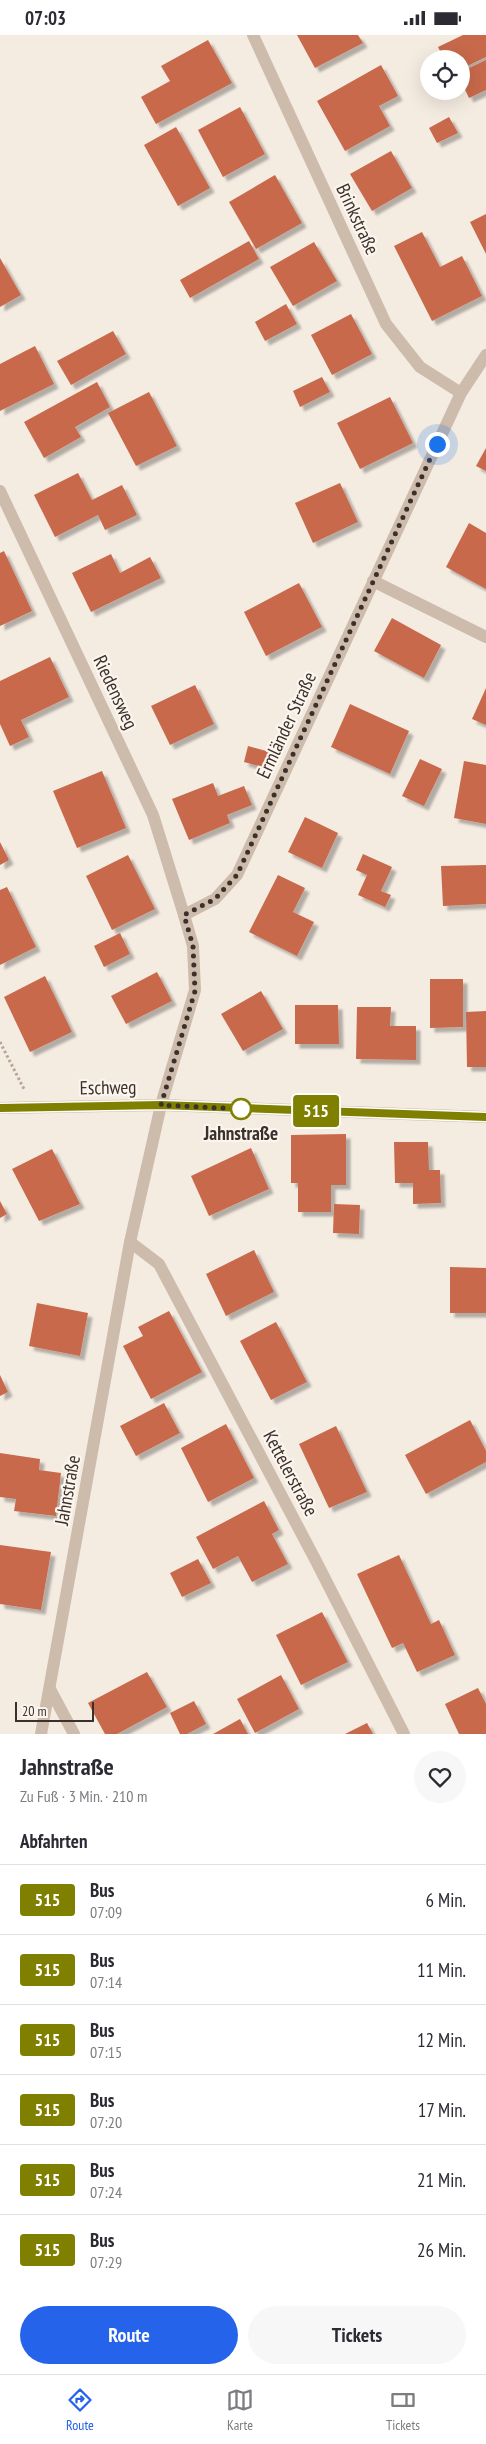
<!DOCTYPE html>
<html lang="de">
<meta charset="utf-8">
<style>
:root{--surface:#fff;--page:#f7f7f7;--text:#2b2b33;--muted:#7c7c81;--line:#e1e1e2;--accent:#2563eb}
body{margin:0;font-family:"PT Sans Narrow",sans-serif;background:var(--page);color:var(--text);height:100vh;display:flex;flex-direction:column;font-size:19px;white-space:nowrap}
*{box-sizing:border-box;margin:0}
p{font-size:16px;color:var(--muted)}
.icon{flex:none;width:28px;height:28px;fill:none;stroke:currentColor;stroke-width:2;stroke-linecap:round;stroke-linejoin:round}
.map{position:relative;height:1699px;overflow:hidden}
.details{display:flex;flex-direction:column;background:var(--surface);flex:1}
.details>*{flex:none}
.badge{padding:0 10px;border-radius:4px;font-size:18px;line-height:32px}
.controls{position:absolute;left:420px;top:15px;display:grid;gap:10px}
.controls a{display:grid;place-items:center;width:50px;height:50px;border-radius:50%;background:var(--surface);box-shadow:0 5px 20px #0002;font-size:25px}
.scale{position:absolute;left:15px;bottom:12px;width:79px;box-sizing:border-box;padding-left:5px;border:2px solid #3b302b;border-top:0;font-size:14px;line-height:18px;white-space:nowrap;color:#3b302b;-webkit-text-stroke:4px #fbf5ee;paint-order:stroke}
.you{position:absolute;width:25px;height:25px;margin:-12px;border:4px solid #fff;border-radius:50%;background:#1a73e8;box-shadow:0 0 0 8px #1a73e833}
.map>.badge{position:absolute;translate:-50% -50%;box-shadow:0 0 0 2px #fff}
h2{padding:0 20px;font-size:19px;line-height:45px}
.round{display:grid;place-items:center;flex:none;width:52px;height:52px;border-radius:26px;background:var(--page)}
.overview{display:flex;align-items:center;justify-content:space-between;height:85px;padding:0 20px}
h1{font-size:24px;font-weight:700;line-height:38px}
.action{display:flex;gap:10px;margin-top:auto;padding:10px 20px}
.action a{flex:1;height:58px;border-radius:30px;background:var(--accent);color:#fff;font-size:20px;font-weight:700;line-height:58px;text-align:center}
.action a+a{background:var(--page);color:var(--text)}
ul{padding:0;list-style:none}
li{display:flex;align-items:center;gap:15px;height:70px;padding:0 20px;border-top:1px solid var(--line)}
li div{flex:1}
li b{display:block;font-size:19px}
li em{font-style:normal}
li .badge{min-width:55px;font-weight:700;text-align:center}
.status{display:flex;justify-content:space-between;align-items:center;height:35px;padding:0 25px;background:var(--surface);direction:ltr}
.status svg{height:14px;fill:currentColor}
.dock{display:flex;justify-content:space-around;align-items:center;height:70px;border-top:1px solid var(--line);background:var(--surface);font-size:14px;color:var(--muted)}
.dock a{display:grid;justify-items:center;gap:2px}
.dock .current{color:var(--accent)}
.map>svg:first-child{display:block}
.building{fill:#c8694b;filter:url(#shadow)}
.lines{fill:none;stroke-linecap:round;stroke-linejoin:round}
.path{stroke:#b9a596;stroke-width:3;stroke-dasharray:2.5 2.5;stroke-linecap:butt}
.minor{stroke:#cdbbac;stroke-width:12}
.line-casing{stroke:#fff;stroke-width:11}
.line{stroke:#808000;stroke-width:8}
.walk{stroke:#3b302b;stroke-width:5;stroke-dasharray:0 9}
.stop-dot{fill:#fff;stroke:#808000;stroke-width:2.5}
.labels{text-anchor:middle;stroke-width:4.5;stroke-linejoin:round;paint-order:stroke}
.street-label{font-size:19px;fill:#3b302b;stroke:#fbf5ee}
.stop-label{font-size:19px;font-weight:bold;fill:#3b302b;stroke:#fbf5ee}
</style>
<div class="status"><b>07:03</b><svg viewBox="0 0 49 12"><path d="M0 12V9h3v3zM5 12V6h3v6zM10 12V3h3v9zM15 12V0h3v12zM26 1h20v11H26zM47 4h2v5h-2z"/></svg></div>
<div class="map">
<svg width="486" height="1699" viewBox="0 0 486 1699">
<defs>
<filter id="shadow"><feDropShadow dx="4.5" dy="4.5" stdDeviation="1" flood-color="#0004"/></filter>
</defs>
<rect width="100%" height="100%" fill="#f4ebe1"/>
<g class="building">
<path d="M297,0H358L363,8L315,33Z"/>
<path d="M463,0H486V22L461,34V24H444L438,12Z"/>
<path d="M208,5L232,48L156,89L141,62L170,46L161,31Z"/>
<path d="M486,25V55L469,63L461,46V37Z"/>
<path d="M381,30L398,61L379,71L390,91L345,116L317,66Z"/>
<path d="M240,72L265,119L223,142L198,95Z"/>
<path d="M449,82L458,98L437,108L429,93Z"/>
<path d="M176,92L210,153L178,171L144,110Z"/>
<path d="M391,116L412,153L372,176L350,139Z"/>
<path d="M275,140L302,188L256,214L229,167Z"/>
<path d="M486,179V219L470,187Z"/>
<path d="M422,197L440,232L462,221L482,261L432,286L394,211Z"/>
<path d="M249,206L259,224L190,263L180,245Z"/>
<path d="M314,207L337,246L293,271L270,232Z"/>
<path d="M0,223L21,260L0,272Z"/>
<path d="M286,269L297,289L265,306L255,287Z"/>
<path d="M351,279L372,319L332,340L311,300Z"/>
<path d="M113,296L126,319L71,350L57,326Z"/>
<path d="M35,311L54,349L0,376V329Z"/>
<path d="M322,342L330,357L300,372L293,356Z"/>
<path d="M97,347L110,372L75,392L81,402L44,423L24,387Z"/>
<path d="M149,357L177,411L136,431L108,378Z"/>
<path d="M390,362L413,408L360,434L337,388Z"/>
<path d="M486,413V436L476,431Z"/>
<path d="M78,438L92,465L122,450L137,480L105,495L98,480L55,502L34,460Z"/>
<path d="M340,448L358,487L313,508L295,468Z"/>
<path d="M469,488L486,498V554L446,532Z"/>
<path d="M4,516L32,576L0,591V518Z"/>
<path d="M111,519L120,538L150,522L161,543L91,577L72,538Z"/>
<path d="M299,548L322,592L266,621L244,577Z"/>
<path d="M392,583L441,610L424,643L374,616Z"/>
<path d="M50,622L69,662L21,685L29,702L10,711L0,689V646Z"/>
<path d="M195,650L214,689L170,710L151,671Z"/>
<path d="M486,653V690L472,684Z"/>
<path d="M350,669L409,696L390,739L331,712Z"/>
<path d="M248,711L270,717L266,733L244,727Z"/>
<path d="M420,724L442,734L424,771L402,761Z"/>
<path d="M464,726L486,730V789L454,783Z"/>
<path d="M102,736L126,793L77,813L53,756Z"/>
<path d="M213,748L218,761L244,751L252,770L227,780L230,788L189,805L172,764Z"/>
<path d="M305,782L338,798L322,833L288,817Z"/>
<path d="M0,807L9,825L0,830Z"/>
<path d="M363,819L392,832L381,856L391,860L385,872L358,860L367,840L356,835Z"/>
<path d="M128,820L155,874L112,895L86,841Z"/>
<path d="M486,830V869L443,871L441,831Z"/>
<path d="M278,840L305,853L293,877L314,887L297,921L249,897Z"/>
<path d="M7,852L36,912L0,930V855Z"/>
<path d="M120,898L130,919L104,932L94,911Z"/>
<path d="M157,937L172,966L126,989L111,961Z"/>
<path d="M45,941L72,997L30,1017L4,962Z"/>
<path d="M430,944H463V992L430,993Z"/>
<path d="M261,956L283,994L243,1016L221,979Z"/>
<path d="M295,970H338L339,1009H295Z"/>
<path d="M357,972H391L390,991H416V1025L356,1024Z"/>
<path d="M486,976V1032H467L466,977Z"/>
<path d="M346,1099V1150H331V1177H298V1148H291V1100Z"/>
<path d="M394,1107H428L429,1135H440L441,1168L413,1169V1148H395Z"/>
<path d="M251,1113L269,1154L209,1181L191,1141Z"/>
<path d="M52,1114L80,1169L39,1186L12,1134Z"/>
<path d="M0,1166L7,1179L0,1183Z"/>
<path d="M334,1169L360,1170L359,1199L333,1198Z"/>
<path d="M254,1215L274,1257L226,1281L206,1239Z"/>
<path d="M450,1232L486,1233V1278H450Z"/>
<path d="M37,1268L88,1278L80,1321L29,1311Z"/>
<path d="M169,1276L202,1337L151,1364L123,1311L143,1301L138,1292Z"/>
<path d="M276,1287L307,1347L271,1365L240,1306Z"/>
<path d="M0,1340L8,1357L0,1361Z"/>
<path d="M164,1368L180,1398L136,1421L120,1391Z"/>
<path d="M470,1385L486,1416V1427L426,1459L405,1420Z"/>
<path d="M226,1389L254,1443L208,1467L181,1413Z"/>
<path d="M336,1391L367,1457L329,1473L299,1409Z"/>
<path d="M0,1418L40,1424L39,1435L61,1438L56,1481L14,1476L16,1464L0,1462Z"/>
<path d="M264,1466L279,1495L272,1499L288,1529L252,1547L238,1521L213,1534L196,1502Z"/>
<path d="M0,1510L51,1517L41,1575L0,1569Z"/>
<path d="M399,1520L431,1589L439,1585L455,1620L417,1637L403,1608L392,1613L357,1539Z"/>
<path d="M198,1524L211,1548L182,1562L170,1538Z"/>
<path d="M322,1577L348,1627L301,1650L276,1600Z"/>
<path d="M147,1637L167,1672L117,1699H105L88,1668Z"/>
<path d="M281,1640L299,1674L255,1698L237,1664Z"/>
<path d="M478,1653L486,1669V1699H459L445,1669Z"/>
<path d="M194,1666L206,1689L187,1699H180L170,1678Z"/>
<path d="M240,1684L248,1699H213Z"/>
<path d="M367,1688L373,1699H345Z"/>
</g>
<g class="lines">
<path class="path" d="M0,1007L24,1054"/>
<g class="minor">
<path d="M253,0L386,289L420,332L461,358"/>
<path d="M0,456L153,780L184,880"/>
<path d="M373,546L486,602"/>
<path d="M0,1073L161,1070L486,1082"/>
<path d="M130,1207L159,1229L316,1526L404,1699"/>
<path d="M50,1654L74,1699"/>
<path d="M41,1699L130,1207L161,1070L195,955L193,911L184,880L215,864L237,840L461,358L486,320"/>
</g>
</g>
<g class="lines">
<g class="line-casing">
<path id="line" d="M0,1073L161,1070L486,1082"/>
</g>
<use href="#line" class="line"/>
<path class="walk" d="M241,1074L161,1070L195,956L193,911L184,880L215,864L237,840L437,409"/>
</g>
<circle class="stop-dot" cx="241" cy="1074" r="10"/>
<g class="labels">
<g class="street-label">
<text transform="translate(358 184) rotate(65)" y="7">Brinkstraße</text>
<text transform="translate(116 657) rotate(65)" y="7">Riedensweg</text>
<text transform="translate(286 690) rotate(-65)" y="7">Ermländer Straße</text>
<text transform="translate(108 1052) rotate(-1)" y="7">Eschweg</text>
<text transform="translate(291 1438) rotate(62)" y="7">Kettelerstraße</text>
<text transform="translate(67 1455) rotate(-80)" y="7">Jahnstraße</text>
</g>
<g class="stop-label">
<text x="241" y="1105">Jahnstraße</text>
</g>
</g>
</svg>
<div class="controls">
<a><svg class="icon" aria-label="locate" viewBox="0 0 24 24"><circle cx="12" cy="12" r="6"/><path d="M12 2v4M12 18v4M2 12h4M18 12h4"/></svg></a>
</div>
<div class="scale">20 m</div>
<div class="you" style="left:437px;top:409px"></div>
<b class="badge" style="left:316px;top:1076px;background:#808000;color:#fff">515</b>
</div>
<section class="details">
<div class="overview"><div><h1>Jahnstraße</h1><p>Zu Fuß · 3 Min. · 210 m</p></div><a class="round"><svg class="icon" aria-label="heart" viewBox="0 0 24 24"><path d="M12 20l-8-8c-3-5 5-10 8-4 3-6 11-1 8 4z"/></svg></a></div>
<h2>Abfahrten</h2>
<ul>
<li><span class="badge" style="background:#808000;color:#fff">515</span><div><b>Bus</b><p>07:09</p></div><em>6 Min.</em></li>
<li><span class="badge" style="background:#808000;color:#fff">515</span><div><b>Bus</b><p>07:14</p></div><em>11 Min.</em></li>
<li><span class="badge" style="background:#808000;color:#fff">515</span><div><b>Bus</b><p>07:15</p></div><em>12 Min.</em></li>
<li><span class="badge" style="background:#808000;color:#fff">515</span><div><b>Bus</b><p>07:20</p></div><em>17 Min.</em></li>
<li><span class="badge" style="background:#808000;color:#fff">515</span><div><b>Bus</b><p>07:24</p></div><em>21 Min.</em></li>
<li><span class="badge" style="background:#808000;color:#fff">515</span><div><b>Bus</b><p>07:29</p></div><em>26 Min.</em></li>
</ul>
<div class="action"><a>Route</a><a>Tickets</a></div>
</section>
<nav class="dock">
<a class="current"><svg class="icon" aria-label="directions" viewBox="0 0 24 24"><path d="M12 3l9 9-9 9-9-9zM9 14v-3h6M13 9l2 2-2 2"/></svg>Route</a>
<a><svg class="icon" aria-label="map" viewBox="0 0 24 24"><path d="M3 6l6-2 6 2 6-2v14l-6 2-6-2-6 2zM9 4v14M15 6v14"/></svg>Karte</a>
<a><svg class="icon" aria-label="tickets" viewBox="0 0 24 24"><path d="M3 7h18v10H3zM15 7v10"/></svg>Tickets</a>
</nav>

What to do: From the entries above, copy out every line where the string "scale" appears.

Response below:
.scale{position:absolute;left:15px;bottom:12px;width:79px;box-sizing:border-box;padding-left:5px;border:2px solid #3b302b;border-top:0;font-size:14px;line-height:18px;white-space:nowrap;color:#3b302b;-webkit-text-stroke:4px #fbf5ee;paint-order:stroke}
<div class="scale">20 m</div>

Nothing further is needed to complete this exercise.